Saturday, 16 September 2023

Oil Price Rally: How #SaudiArabia and #Russia’s Friendship Is Changing Crude - Bloomberg

Oil Price Rally: How Saudi Arabia and Russia’s Friendship Is Changing Crude - Bloomberg


The main shifts in the oil price over the last decade have all been driven by geopolitics, and not by the forces of supply and demand in international financial markets. In 2014, the discipline of the OPEC cartel broke down in what was widely perceived as an attempt to punish shale operators by bringing crude to a level that they couldn’t operate profitably; in 2020, another breakdown reflected Saudi Arabia falling out with Russia; and the invasion of Ukraine evidently triggered the spike early last year.

The latest rally also owes much to geopolitics — this time, the alliance between Saudi Arabia and Russia that veteran oil analyst Jean Ergas of Tigress Financial Partners calls a “Pact of Steel.” The reference to the prewar alliance between Hitler and Stalin is provocative, but this new arrangement is having a galvanizing effect.

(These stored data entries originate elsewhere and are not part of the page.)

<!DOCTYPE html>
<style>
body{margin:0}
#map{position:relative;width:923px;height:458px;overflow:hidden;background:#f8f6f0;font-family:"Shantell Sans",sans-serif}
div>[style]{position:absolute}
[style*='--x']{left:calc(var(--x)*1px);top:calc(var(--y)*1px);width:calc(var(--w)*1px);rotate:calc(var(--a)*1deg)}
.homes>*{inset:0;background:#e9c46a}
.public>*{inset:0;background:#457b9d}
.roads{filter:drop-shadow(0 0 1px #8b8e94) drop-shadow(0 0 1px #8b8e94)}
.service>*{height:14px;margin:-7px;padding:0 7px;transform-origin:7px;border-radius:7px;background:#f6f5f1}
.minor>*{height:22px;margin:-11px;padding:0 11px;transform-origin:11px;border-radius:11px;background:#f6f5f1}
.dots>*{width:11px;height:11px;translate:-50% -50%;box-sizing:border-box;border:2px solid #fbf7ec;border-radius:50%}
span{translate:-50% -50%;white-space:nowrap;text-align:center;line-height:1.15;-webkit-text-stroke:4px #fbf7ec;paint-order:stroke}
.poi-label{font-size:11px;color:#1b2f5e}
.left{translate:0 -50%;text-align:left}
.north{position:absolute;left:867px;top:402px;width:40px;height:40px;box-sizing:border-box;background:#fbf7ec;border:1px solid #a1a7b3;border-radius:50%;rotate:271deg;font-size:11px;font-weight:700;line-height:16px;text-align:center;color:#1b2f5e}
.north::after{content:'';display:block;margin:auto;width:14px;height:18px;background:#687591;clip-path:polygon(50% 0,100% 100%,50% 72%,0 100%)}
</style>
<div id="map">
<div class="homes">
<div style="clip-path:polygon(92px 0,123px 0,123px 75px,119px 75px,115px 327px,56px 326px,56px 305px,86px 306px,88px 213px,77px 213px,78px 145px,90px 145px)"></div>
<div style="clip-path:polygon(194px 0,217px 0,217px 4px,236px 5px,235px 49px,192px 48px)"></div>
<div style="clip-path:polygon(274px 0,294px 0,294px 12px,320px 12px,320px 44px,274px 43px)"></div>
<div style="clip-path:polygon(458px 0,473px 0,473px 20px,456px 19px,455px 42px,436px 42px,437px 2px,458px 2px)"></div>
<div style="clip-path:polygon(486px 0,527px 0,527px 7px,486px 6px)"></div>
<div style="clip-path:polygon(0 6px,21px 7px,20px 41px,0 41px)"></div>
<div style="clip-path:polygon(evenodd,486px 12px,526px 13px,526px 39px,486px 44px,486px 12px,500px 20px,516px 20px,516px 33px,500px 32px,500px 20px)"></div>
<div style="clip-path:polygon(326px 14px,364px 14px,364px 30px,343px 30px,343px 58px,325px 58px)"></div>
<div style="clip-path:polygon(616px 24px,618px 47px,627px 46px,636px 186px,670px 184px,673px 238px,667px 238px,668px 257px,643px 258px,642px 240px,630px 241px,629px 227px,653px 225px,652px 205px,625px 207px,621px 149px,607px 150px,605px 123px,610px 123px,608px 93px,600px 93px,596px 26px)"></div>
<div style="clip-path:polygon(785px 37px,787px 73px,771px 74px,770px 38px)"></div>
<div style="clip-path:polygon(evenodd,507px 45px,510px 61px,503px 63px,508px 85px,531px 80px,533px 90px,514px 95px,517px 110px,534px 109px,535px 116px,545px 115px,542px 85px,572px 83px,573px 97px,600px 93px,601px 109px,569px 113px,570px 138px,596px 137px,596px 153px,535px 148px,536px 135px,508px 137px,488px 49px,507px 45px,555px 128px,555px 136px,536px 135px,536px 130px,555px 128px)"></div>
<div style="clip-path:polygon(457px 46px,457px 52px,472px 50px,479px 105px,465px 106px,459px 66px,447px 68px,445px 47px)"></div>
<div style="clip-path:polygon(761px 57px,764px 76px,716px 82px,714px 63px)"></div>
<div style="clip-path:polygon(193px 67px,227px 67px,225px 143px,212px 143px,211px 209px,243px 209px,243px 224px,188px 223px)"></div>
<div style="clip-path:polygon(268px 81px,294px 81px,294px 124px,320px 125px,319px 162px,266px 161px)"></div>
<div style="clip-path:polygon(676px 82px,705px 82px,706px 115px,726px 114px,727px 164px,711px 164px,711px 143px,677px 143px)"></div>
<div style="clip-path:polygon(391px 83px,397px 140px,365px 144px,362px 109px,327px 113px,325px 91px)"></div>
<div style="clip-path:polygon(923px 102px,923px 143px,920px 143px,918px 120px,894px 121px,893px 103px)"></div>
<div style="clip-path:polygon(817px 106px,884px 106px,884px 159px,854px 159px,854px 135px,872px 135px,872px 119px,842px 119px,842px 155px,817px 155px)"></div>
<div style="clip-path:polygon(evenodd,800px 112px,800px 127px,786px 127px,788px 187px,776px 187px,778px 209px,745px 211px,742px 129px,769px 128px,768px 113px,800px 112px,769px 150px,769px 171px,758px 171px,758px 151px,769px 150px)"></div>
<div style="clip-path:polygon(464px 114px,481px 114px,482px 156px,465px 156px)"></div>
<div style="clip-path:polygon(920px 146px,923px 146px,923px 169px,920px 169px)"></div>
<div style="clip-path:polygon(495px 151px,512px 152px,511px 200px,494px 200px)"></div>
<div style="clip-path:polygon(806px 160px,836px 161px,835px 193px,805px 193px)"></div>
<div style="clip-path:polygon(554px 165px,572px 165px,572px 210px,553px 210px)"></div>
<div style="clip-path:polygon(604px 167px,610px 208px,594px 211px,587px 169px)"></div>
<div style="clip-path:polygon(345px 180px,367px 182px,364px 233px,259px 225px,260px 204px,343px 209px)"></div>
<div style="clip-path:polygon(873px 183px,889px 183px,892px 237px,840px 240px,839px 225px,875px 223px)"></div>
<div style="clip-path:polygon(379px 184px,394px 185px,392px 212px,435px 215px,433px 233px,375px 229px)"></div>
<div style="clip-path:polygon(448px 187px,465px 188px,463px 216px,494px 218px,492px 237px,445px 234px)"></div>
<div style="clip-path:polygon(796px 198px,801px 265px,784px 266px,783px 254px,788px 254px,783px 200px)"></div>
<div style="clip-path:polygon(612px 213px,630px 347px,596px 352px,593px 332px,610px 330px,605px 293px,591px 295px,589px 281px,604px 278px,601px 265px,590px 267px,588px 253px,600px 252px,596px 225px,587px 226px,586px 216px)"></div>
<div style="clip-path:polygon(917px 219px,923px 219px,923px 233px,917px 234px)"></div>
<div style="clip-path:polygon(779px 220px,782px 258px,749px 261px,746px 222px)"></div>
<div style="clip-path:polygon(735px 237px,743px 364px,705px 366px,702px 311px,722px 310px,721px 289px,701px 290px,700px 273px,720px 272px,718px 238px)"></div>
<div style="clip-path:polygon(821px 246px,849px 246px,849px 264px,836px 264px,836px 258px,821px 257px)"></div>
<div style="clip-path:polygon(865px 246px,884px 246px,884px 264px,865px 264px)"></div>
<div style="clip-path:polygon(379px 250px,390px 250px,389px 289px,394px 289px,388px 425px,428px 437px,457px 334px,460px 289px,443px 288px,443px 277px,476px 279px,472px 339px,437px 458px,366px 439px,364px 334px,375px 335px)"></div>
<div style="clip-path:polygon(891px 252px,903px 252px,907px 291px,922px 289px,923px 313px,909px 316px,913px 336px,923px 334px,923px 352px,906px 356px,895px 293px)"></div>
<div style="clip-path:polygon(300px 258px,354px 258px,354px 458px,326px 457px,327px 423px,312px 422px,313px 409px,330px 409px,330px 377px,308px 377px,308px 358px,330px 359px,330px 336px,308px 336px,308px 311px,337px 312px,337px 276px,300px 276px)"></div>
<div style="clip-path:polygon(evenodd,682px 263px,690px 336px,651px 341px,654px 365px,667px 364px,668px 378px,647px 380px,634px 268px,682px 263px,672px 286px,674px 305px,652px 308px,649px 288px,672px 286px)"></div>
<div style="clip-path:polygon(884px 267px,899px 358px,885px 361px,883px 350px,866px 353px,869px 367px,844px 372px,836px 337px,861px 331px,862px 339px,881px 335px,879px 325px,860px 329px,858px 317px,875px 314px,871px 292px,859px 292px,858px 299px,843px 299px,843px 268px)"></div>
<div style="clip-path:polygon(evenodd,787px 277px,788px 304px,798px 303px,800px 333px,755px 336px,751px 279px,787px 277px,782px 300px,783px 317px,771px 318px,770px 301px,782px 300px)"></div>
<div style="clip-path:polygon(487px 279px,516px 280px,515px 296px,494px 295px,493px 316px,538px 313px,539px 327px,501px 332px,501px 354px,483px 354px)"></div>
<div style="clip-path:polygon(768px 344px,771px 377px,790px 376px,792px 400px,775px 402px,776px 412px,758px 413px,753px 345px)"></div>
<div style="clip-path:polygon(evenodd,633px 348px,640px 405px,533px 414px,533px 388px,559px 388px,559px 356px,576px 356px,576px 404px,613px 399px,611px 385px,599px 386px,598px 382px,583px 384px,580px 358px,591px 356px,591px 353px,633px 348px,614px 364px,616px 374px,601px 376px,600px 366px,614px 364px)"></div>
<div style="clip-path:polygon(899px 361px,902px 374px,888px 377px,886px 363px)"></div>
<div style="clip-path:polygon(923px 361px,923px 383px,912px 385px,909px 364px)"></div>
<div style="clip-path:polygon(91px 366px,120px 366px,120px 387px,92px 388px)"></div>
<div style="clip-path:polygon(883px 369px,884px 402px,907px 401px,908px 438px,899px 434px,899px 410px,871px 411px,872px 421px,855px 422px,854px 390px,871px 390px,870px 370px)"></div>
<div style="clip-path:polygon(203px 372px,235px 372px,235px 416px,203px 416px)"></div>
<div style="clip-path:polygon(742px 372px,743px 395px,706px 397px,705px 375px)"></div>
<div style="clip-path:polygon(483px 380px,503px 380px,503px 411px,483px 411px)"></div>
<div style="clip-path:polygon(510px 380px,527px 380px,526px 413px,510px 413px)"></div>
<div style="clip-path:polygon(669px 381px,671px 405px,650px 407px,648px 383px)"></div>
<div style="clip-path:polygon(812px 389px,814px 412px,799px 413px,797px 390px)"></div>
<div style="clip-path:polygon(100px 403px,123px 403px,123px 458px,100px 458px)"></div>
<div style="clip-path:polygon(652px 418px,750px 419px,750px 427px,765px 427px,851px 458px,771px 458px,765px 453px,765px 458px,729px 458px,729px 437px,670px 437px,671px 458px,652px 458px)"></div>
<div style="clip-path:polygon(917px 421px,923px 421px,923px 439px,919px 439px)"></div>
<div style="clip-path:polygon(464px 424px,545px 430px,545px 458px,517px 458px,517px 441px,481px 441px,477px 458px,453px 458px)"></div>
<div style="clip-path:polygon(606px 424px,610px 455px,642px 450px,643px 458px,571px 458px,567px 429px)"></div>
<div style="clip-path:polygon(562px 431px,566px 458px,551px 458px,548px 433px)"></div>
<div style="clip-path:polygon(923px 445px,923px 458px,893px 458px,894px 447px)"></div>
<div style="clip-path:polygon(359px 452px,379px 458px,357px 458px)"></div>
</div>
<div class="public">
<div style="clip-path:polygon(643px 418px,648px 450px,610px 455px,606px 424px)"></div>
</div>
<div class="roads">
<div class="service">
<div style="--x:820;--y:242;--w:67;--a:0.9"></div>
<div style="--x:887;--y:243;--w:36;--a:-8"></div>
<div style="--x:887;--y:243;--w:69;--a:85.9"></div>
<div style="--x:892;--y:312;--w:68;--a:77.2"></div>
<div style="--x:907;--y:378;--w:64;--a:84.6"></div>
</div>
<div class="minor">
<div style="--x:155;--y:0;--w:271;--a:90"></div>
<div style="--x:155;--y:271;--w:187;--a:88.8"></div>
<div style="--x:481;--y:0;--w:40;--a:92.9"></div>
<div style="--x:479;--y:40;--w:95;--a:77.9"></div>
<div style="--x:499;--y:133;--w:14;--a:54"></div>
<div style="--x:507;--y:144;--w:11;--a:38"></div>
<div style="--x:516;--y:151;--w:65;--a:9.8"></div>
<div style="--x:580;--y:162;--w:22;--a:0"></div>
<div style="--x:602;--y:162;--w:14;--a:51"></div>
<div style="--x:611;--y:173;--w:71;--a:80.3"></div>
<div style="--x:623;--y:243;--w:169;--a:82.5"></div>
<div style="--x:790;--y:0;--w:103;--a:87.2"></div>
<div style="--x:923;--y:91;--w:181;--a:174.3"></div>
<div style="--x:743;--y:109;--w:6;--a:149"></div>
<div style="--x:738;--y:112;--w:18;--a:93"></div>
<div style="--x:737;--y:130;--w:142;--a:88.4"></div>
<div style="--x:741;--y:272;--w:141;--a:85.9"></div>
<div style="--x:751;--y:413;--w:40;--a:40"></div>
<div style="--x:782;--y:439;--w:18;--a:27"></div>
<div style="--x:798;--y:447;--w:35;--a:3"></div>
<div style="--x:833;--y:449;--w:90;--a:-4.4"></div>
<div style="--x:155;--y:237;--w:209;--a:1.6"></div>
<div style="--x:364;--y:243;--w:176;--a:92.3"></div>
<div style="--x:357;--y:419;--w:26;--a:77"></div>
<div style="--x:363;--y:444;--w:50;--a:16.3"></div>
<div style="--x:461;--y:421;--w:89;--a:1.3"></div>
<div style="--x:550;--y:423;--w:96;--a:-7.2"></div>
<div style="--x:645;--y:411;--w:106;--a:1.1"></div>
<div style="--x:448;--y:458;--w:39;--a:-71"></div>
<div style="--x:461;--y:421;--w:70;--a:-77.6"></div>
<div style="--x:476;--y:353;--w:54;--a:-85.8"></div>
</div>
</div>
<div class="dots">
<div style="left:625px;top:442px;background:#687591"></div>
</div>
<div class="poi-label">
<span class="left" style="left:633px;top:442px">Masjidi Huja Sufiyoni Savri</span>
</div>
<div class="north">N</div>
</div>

The US responded to last year’s price spike by drawing on its strategic petroleum reserve, which had been built up for just such a moment. This stopped Russia from holding the western world to ransom over the oil price. But having done so once, the US cannot drain its reserve again. America’s oil inventories are far lower now, thanks to the depletion.

For an insight into the game that Saudi Arabia is playing, I recommend this episode of the These Times podcast, in which the Cambridge academic Helen Thompson asks how worried we should be about this current behavior. In conjunction with the money the kingdom is splashing on sports, from setting up a rival to the PGA golf tour to paying silly money to bring Neymar and Ronaldo to the Saudi league, it’s taking a newly aggressive role in the world. To quote Ergas, the strategy “is about telling the US that we can live without you.” With its new markets to the east and its alliance with Russia, Saudi Arabia has put a floor of about $70 under the oil price.